Tummy Pain

Tummy Pain in pregnancy 20 weeks and over

Pregnancy causes lots of changes to your body which can be uncomfortable. Recognising what is normal and when to ask for help is important for you and your baby’s health.

It is very common to experience abdominal pain that gets better by itself or improves with simple painkillers such as paracetamol 2x 500mg tablets (1g) 4-6 hourly not exceeding 4g in 24hours. Do not take NSAIDS such as Ibuprofen whilst pregnant. However, if you experience pain and reduced baby movements or vaginal bleeding, you need to call the maternity triage line.

Musculoskeletal

Most abdominal discomfort is caused by the normal changes within your body adjusting to pregnancy. This can be abdominal muscles and uterine ligaments stretching, or aches within your pelvis.

Constipation

The hormonal changes in your body may cause you to become constipated very early on in your pregnancy.
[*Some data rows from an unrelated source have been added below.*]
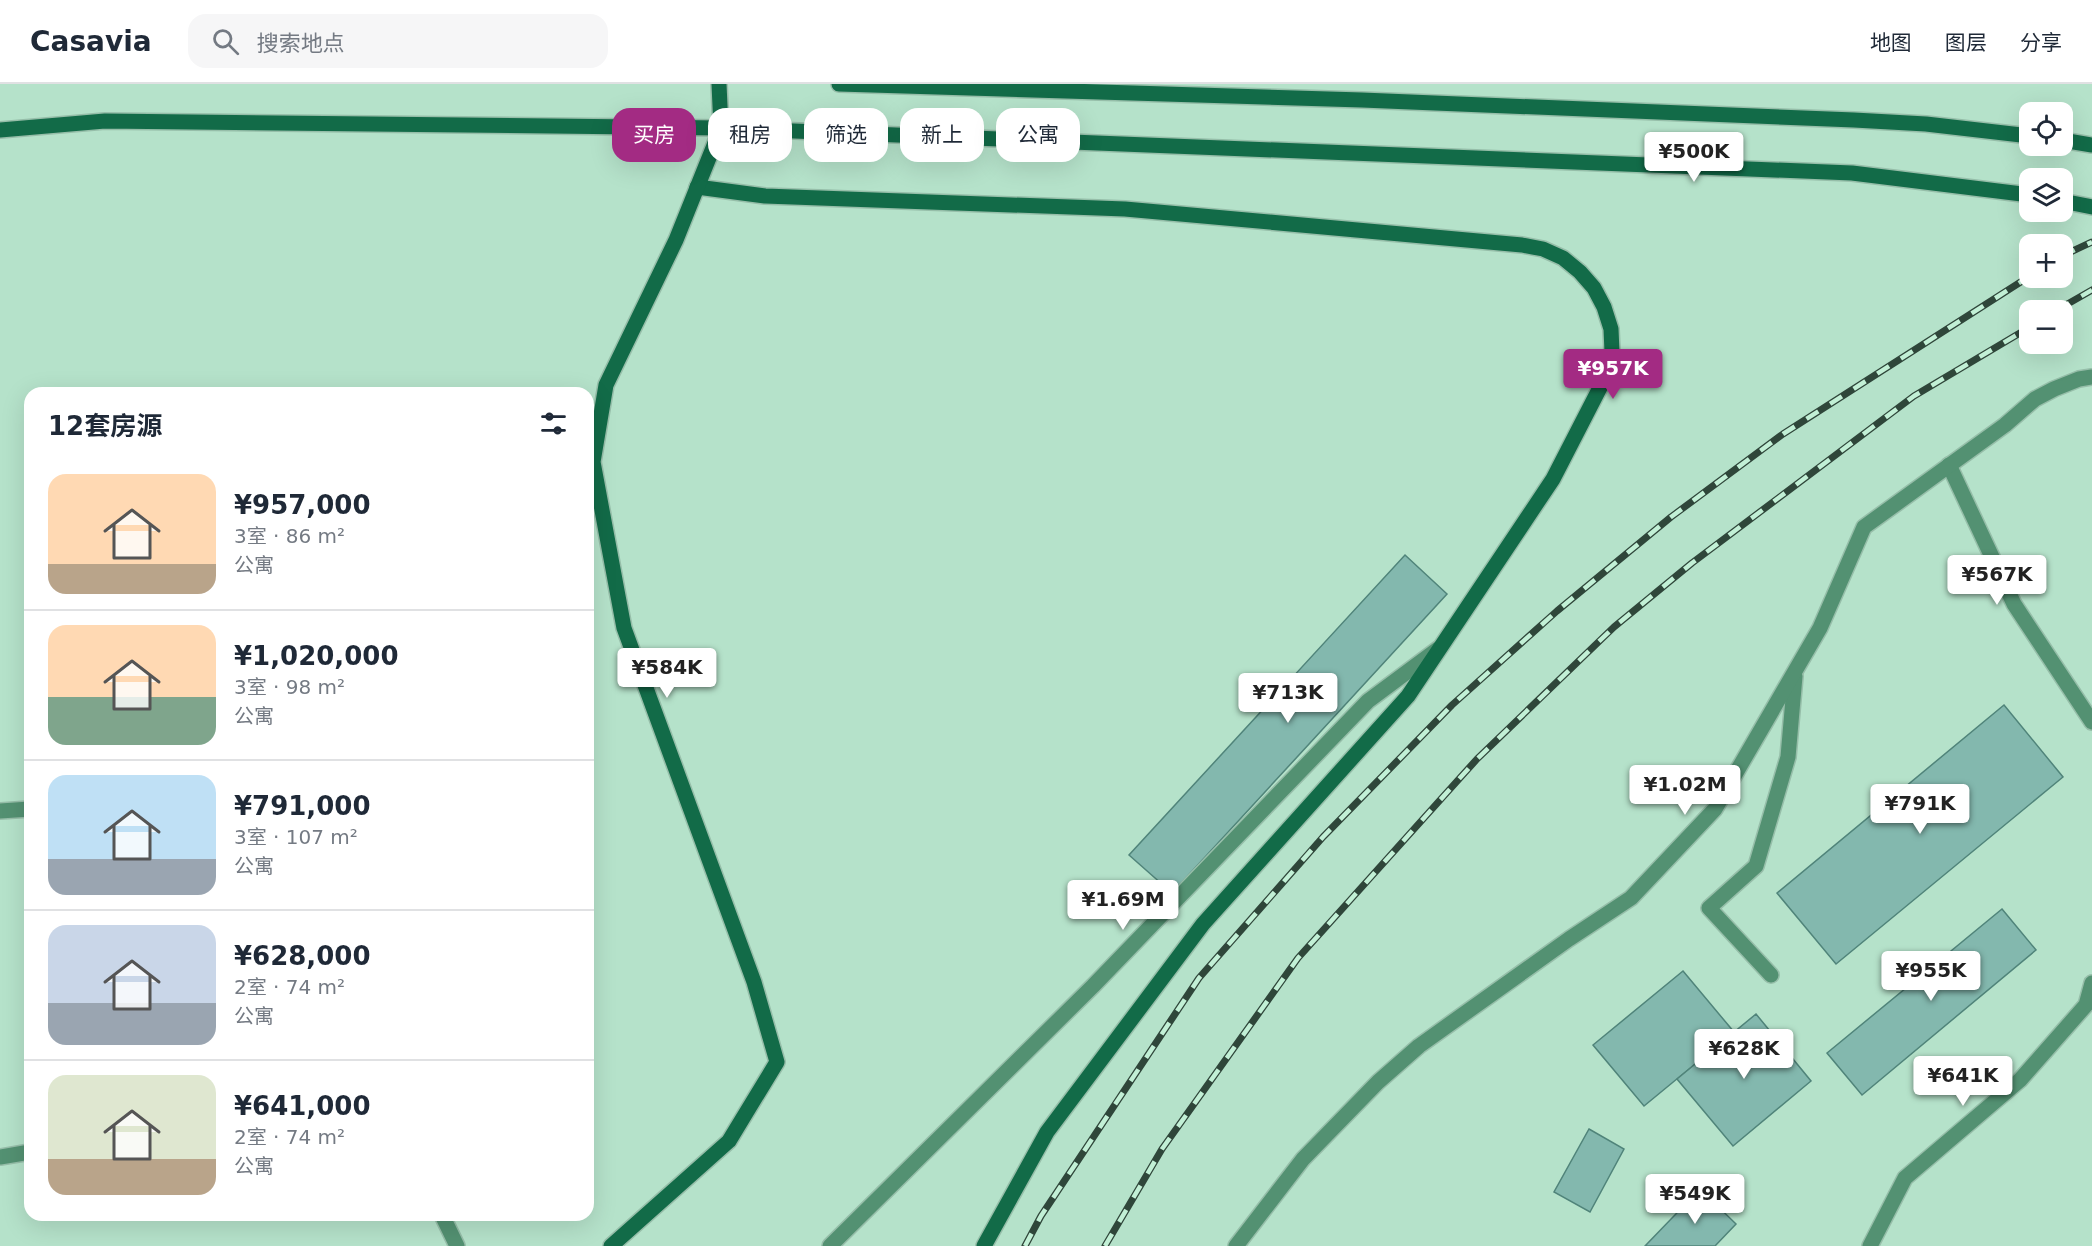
<!DOCTYPE html>
<html lang="zh">
<head>
<meta charset="utf-8">
<style>
	:root { --surface:#fff; --page:#f6f6f7; --text:#1f2937; --muted:#747a83; --line:#e0e1e3; --accent:#a32b83 }
	body { margin:0; font-family:"DejaVu Sans","Noto Sans SC",sans-serif; background:var(--page); color:var(--text); height:100vh; display:flex; flex-direction:column; font-size:22px; white-space:nowrap }
	* { box-sizing:border-box; margin:0 }
	p { font-size:20px; color:var(--muted) }
	.icon { flex:none; width:33px; height:33px; fill:none; stroke:currentColor; stroke-width:2; stroke-linecap:round; stroke-linejoin:round }
	.map { position:relative; flex:1; overflow:hidden }
	.details { position:absolute; left:24px; top:303px; width:570px; height:834px; display:flex; flex-direction:column; background:var(--surface); border-radius:18px; box-shadow:0 6px 24px #0002 }
	.details>* { flex:none }
	.guide { position:absolute; left:612px; top:24px; width:570px; height:54px; display:flex; gap:12px }
	.tools { position:absolute; left:2019px; top:18px; display:grid; gap:12px }
	.tools a { display:grid; place-items:center; width:54px; height:54px; border-radius:12px; background:var(--surface); box-shadow:0 6px 24px #0002; font-size:30px }
	.price { position:absolute; translate:-50% -51px; padding:0 14px; border-radius:6px; background:#fff; color:#222; font-size:20px; line-height:39px; filter:drop-shadow(0 2px 3px #0008) }
	.price::after { content:''; position:absolute; left:50%; top:36px; width:18px; height:14px; margin-left:-9px; background:inherit; clip-path:polygon(0 0,100% 0,50% 100%) }
	.price.on { background:var(--accent); color:#fff }
	ul { padding:0; list-style:none }
	li { display:flex; align-items:center; gap:18px; height:150px; padding:0 24px }
	li+li { border-top:2px solid var(--line) }
	li span { display:grid; place-items:center; flex:none; width:168px; height:120px; border-radius:18px; color:#555 }
	li>.icon { margin-inline-start:auto }
	span .icon { width:72px; height:72px; fill:#fffc; stroke-width:1 }
	li b { font-size:26px }
	h2 { display:flex; justify-content:space-between; align-items:center; height:72px; padding:0 24px; font-size:26px }
	.tag { padding:0 21px; border-radius:18px; background:var(--surface); box-shadow:0 6px 24px #0002; font-size:21px; line-height:54px }
	.tag.on { background:var(--accent); color:#fff }
	header { display:flex; align-items:center; gap:36px; box-sizing:border-box; height:84px; padding:0 30px; background:var(--surface); border-bottom:2px solid var(--line) }
	header strong { font-size:28px }
	nav { display:flex; gap:33px; margin-inline-start:auto; font-size:21px }
	.search { width:420px; height:54px; background:var(--page); display:flex; align-items:center; gap:15px; box-sizing:border-box; padding:0 21px; border-radius:18px; color:var(--muted); font-size:22px }
	.map>svg:first-child { display:block }
	.building { fill:#83b8ae; stroke:#50847a; stroke-width:1.5 }
	.lines { fill:none; stroke-linecap:round; stroke-linejoin:round }
	.street-casing { stroke:#96bea9; stroke-width:18 }
	.secondary-casing { stroke:#96bea9; stroke-width:18 }
	.street { stroke:#539172; stroke-width:15 }
	.secondary { stroke:#126b48; stroke-width:15 }
	.rail-casing { stroke:#2f463a; stroke-width:7 }
	.rail { stroke:#c2f0d6; stroke-width:4.5; stroke-dasharray:14; stroke-linecap:butt }
</style>
</head>
<body>
<header>
<strong>Casavia</strong>
<div class="search"><svg class="icon" aria-label="search" viewBox="0 0 24 24"><circle cx="10" cy="10" r="6"/><path d="M15 15l6 6"/></svg>搜索地点</div>
<nav><a>地图</a><a>图层</a><a>分享</a></nav>
</header>
<div class="map">
<svg width="2092" height="1162" viewBox="0 0 2092 1162">
	<rect width="100%" height="100%" fill="#b5e2ca"/>
	<g class="building">
		<path d="M1405,471L1447,510L1172,809L1129,771Z"/>
		<path d="M2004,621L2063,693L1836,880L1777,809Z"/>
		<path d="M2002,825L2036,866L1862,1011L1827,969Z"/>
		<path d="M1683,887L1734,948L1644,1022L1593,961Z"/>
		<path d="M1756,930L1811,997L1733,1062L1677,995Z"/>
		<path d="M1589,1045L1624,1065L1590,1128L1554,1108Z"/>
		<path d="M1700,1105L1736,1140L1715,1162H1645Z"/>
	</g>
	<g class="lines">
		<g class="street-casing">
			<g id="street">
				<path d="M1949,381L2014,520L2092,638"/>
				<path d="M0,727L30,725"/>
				<path d="M1771,891L1709,824L1756,782L1788,673L1795,592"/>
				<path d="M0,1073L30,1068"/>
				<path d="M442,1131L457,1162"/>
				<path d="M830,1162L1093,902L1368,617L1438,565"/>
				<path d="M1236,1162L1303,1075L1378,998L1419,962L1569,855L1631,814L1715,725L1820,544L1864,443L2005,341L2035,315L2054,305L2079,295L2092,293"/>
				<path d="M1870,1162L1905,1094L2020,996L2086,921L2092,899"/>
			</g>
		</g>
		<g class="secondary-casing">
			<g id="secondary">
				<path d="M839,0L1362,16L1854,36L1926,40L2030,52"/>
				<path d="M0,46L105,37L721,44L1852,89L2030,111"/>
				<path d="M2062,56L2092,61"/>
				<path d="M697,103L765,112L1125,125L1522,161L1543,165L1563,174L1580,188L1594,204L1604,223L1611,245L1612,268L1607,290L1553,395L1408,612L1203,840L1047,1048L984,1162"/>
				<path d="M2062,117L2092,123"/>
				<path d="M611,1162L729,1057L777,978L754,898L624,544L593,378L606,301L676,156L721,44L719,0"/>
			</g>
		</g>
		<use href="#street" class="street"/>
		<use href="#secondary" class="secondary"/>
		<g class="rail-casing">
			<g id="rail">
				<path d="M2062,172L2092,158"/>
				<path d="M2057,226L2092,206"/>
				<path d="M1025,1162L1041,1132L1199,894L1323,753L1452,621L1557,527L1671,433L1783,350L2030,192"/>
				<path d="M1105,1162L1162,1065L1298,874L1477,675L1614,543L1692,479L1914,312L2030,243"/>
			</g>
		</g>
		<use href="#rail" class="rail"/>
	</g>
</svg>
<div class="tools">
<a><svg class="icon" aria-label="locate" viewBox="0 0 24 24"><circle cx="12" cy="12" r="6"/><path d="M12 2v4M12 18v4M2 12h4M18 12h4"/></svg></a>
<a><svg class="icon" aria-label="layers" viewBox="0 0 24 24"><path d="M12 4l9 5-9 5-9-5zM3 14l9 5 9-5"/></svg></a>
<a>+</a>
<a>−</a>
</div>
<b class="price" style="left:1694px;top:99px">¥500K</b>
<b class="price on" style="left:1613px;top:316px">¥957K</b>
<b class="price" style="left:1997px;top:522px">¥567K</b>
<b class="price" style="left:667px;top:615px">¥584K</b>
<b class="price" style="left:1288px;top:640px">¥713K</b>
<b class="price" style="left:1685px;top:732px">¥1.02M</b>
<b class="price" style="left:1920px;top:751px">¥791K</b>
<b class="price" style="left:1123px;top:847px">¥1.69M</b>
<b class="price" style="left:1931px;top:918px">¥955K</b>
<b class="price" style="left:1744px;top:996px">¥628K</b>
<b class="price" style="left:1963px;top:1023px">¥641K</b>
<b class="price" style="left:1695px;top:1141px">¥549K</b>
<div class="guide">
<a class="tag on">买房</a>
<a class="tag">租房</a>
<a class="tag">筛选</a>
<a class="tag">新上</a>
<a class="tag">公寓</a>
</div>
<section class="details">
<h2>12套房源<svg class="icon" aria-label="filters" viewBox="0 0 24 24"><path d="M4 7h16M4 17h16"/><circle cx="9" cy="7" r="2"/><circle cx="15" cy="17" r="2"/></svg></h2>
<ul>
<li><span style="background:linear-gradient(#ffd9b3 75%,#b9a48a 0)"><svg class="icon" aria-label="home" viewBox="0 0 24 24"><path d="M3 11l9-7 9 7M6 9v11h12V9"/></svg></span><div><b>¥957,000</b><p>3室 · 86 m²</p><p>公寓</p></div></li>
<li><span style="background:linear-gradient(#ffd9b3 60%,#7fa58c 0)"><svg class="icon" aria-label="home" viewBox="0 0 24 24"><path d="M3 11l9-7 9 7M6 9v11h12V9"/></svg></span><div><b>¥1,020,000</b><p>3室 · 98 m²</p><p>公寓</p></div></li>
<li><span style="background:linear-gradient(#bfe0f5 70%,#9aa5b1 0)"><svg class="icon" aria-label="home" viewBox="0 0 24 24"><path d="M3 11l9-7 9 7M6 9v11h12V9"/></svg></span><div><b>¥791,000</b><p>3室 · 107 m²</p><p>公寓</p></div></li>
<li><span style="background:linear-gradient(#c9d6e8 65%,#9aa5b1 0)"><svg class="icon" aria-label="home" viewBox="0 0 24 24"><path d="M3 11l9-7 9 7M6 9v11h12V9"/></svg></span><div><b>¥628,000</b><p>2室 · 74 m²</p><p>公寓</p></div></li>
<li><span style="background:linear-gradient(#dfe7d0 70%,#b9a48a 0)"><svg class="icon" aria-label="home" viewBox="0 0 24 24"><path d="M3 11l9-7 9 7M6 9v11h12V9"/></svg></span><div><b>¥641,000</b><p>2室 · 74 m²</p><p>公寓</p></div></li>
</ul>
</section>
</div>
</body>
</html>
What we mean when we say “severe, moderate or mild pain’’:

Severe pain:

  • Always there and so bad it's hard to think or talk

  • You can't sleep

  • It's very hard to move, get out of bed, go to the bathroom, wash or dress

Moderate pain:

  • Always there

  • Makes it hard to concentrate or sleep

  • You can manage to get up, wash or dress

Mild pain:

  • Comes and goes (not contractions)

  • You can manage to sleep

  • Is annoying but doesn't stop you doing things like going to work or eating a meal

Call 999 immediately if you have:

  • Severe abdominal pain with vaginal bleeding (fresh bleeding, rather than a blood stained mucous show)
  • Severe constant pain that is not eased with paracetamol

Contact your maternity unit if you have:

  • Persistent moderate pain (4-6 hours) that is not eased with paracetamol

  • Reduced baby movements noticed throughout the day

  • Epigastric pain (pain under your ribs on the right side) not associated with baby’s position or movements

  • Vaginal fluid loss

  • Pain with contractions- see “Am I in labour?” information 

Contact your GP surgery (or NHS 111 out of hours) if you have:

  • Abdominal pain with a temp 38 °C or over (or feel hot to the touch)

  • Pain when having a wee (passing urine). Or if you notice blood in your wee

  • Moderate abdominal pain which you do not feel is related to your pregnancy

  • Stiffness and pain in your pelvis (pelvic girdle pain PGP). Persistent PGP that is not managed with regular paracetamol. For more information click here

  • Abdominal pain associated with constipation

  • Mild pain/ discomfort and no uterine tightening (contractions) that goes by itself or is eased with paracetamol

  • Discomfort associated with physical activity

  • Braxton Hicks contractions are “practice contractions”. They are usually irregular and either settle by themselves or with paracetamol. They are not a sign of the start of labour and will not cause your cervix to open

SELF CARE

Pain relief

  • Paracetamol 2x 500mg tablets (1g) 4-6hourly, not exceeding 4g in 24hours. Do not take NSAIDS such as Ibuprofen whilst pregnant

  • Have a warm bath

  • If pain is made worse by physical activity- rest

Contact your maternity unit if you are still worried

Preventing constipation:

Speak to a pharmacist if diet and lifestyle changes are not helping. They can suggest a laxative suitable during pregnancy. These are medicines that help you poo more regularly. Most laxatives work within 3 days. They should only be used for a short time.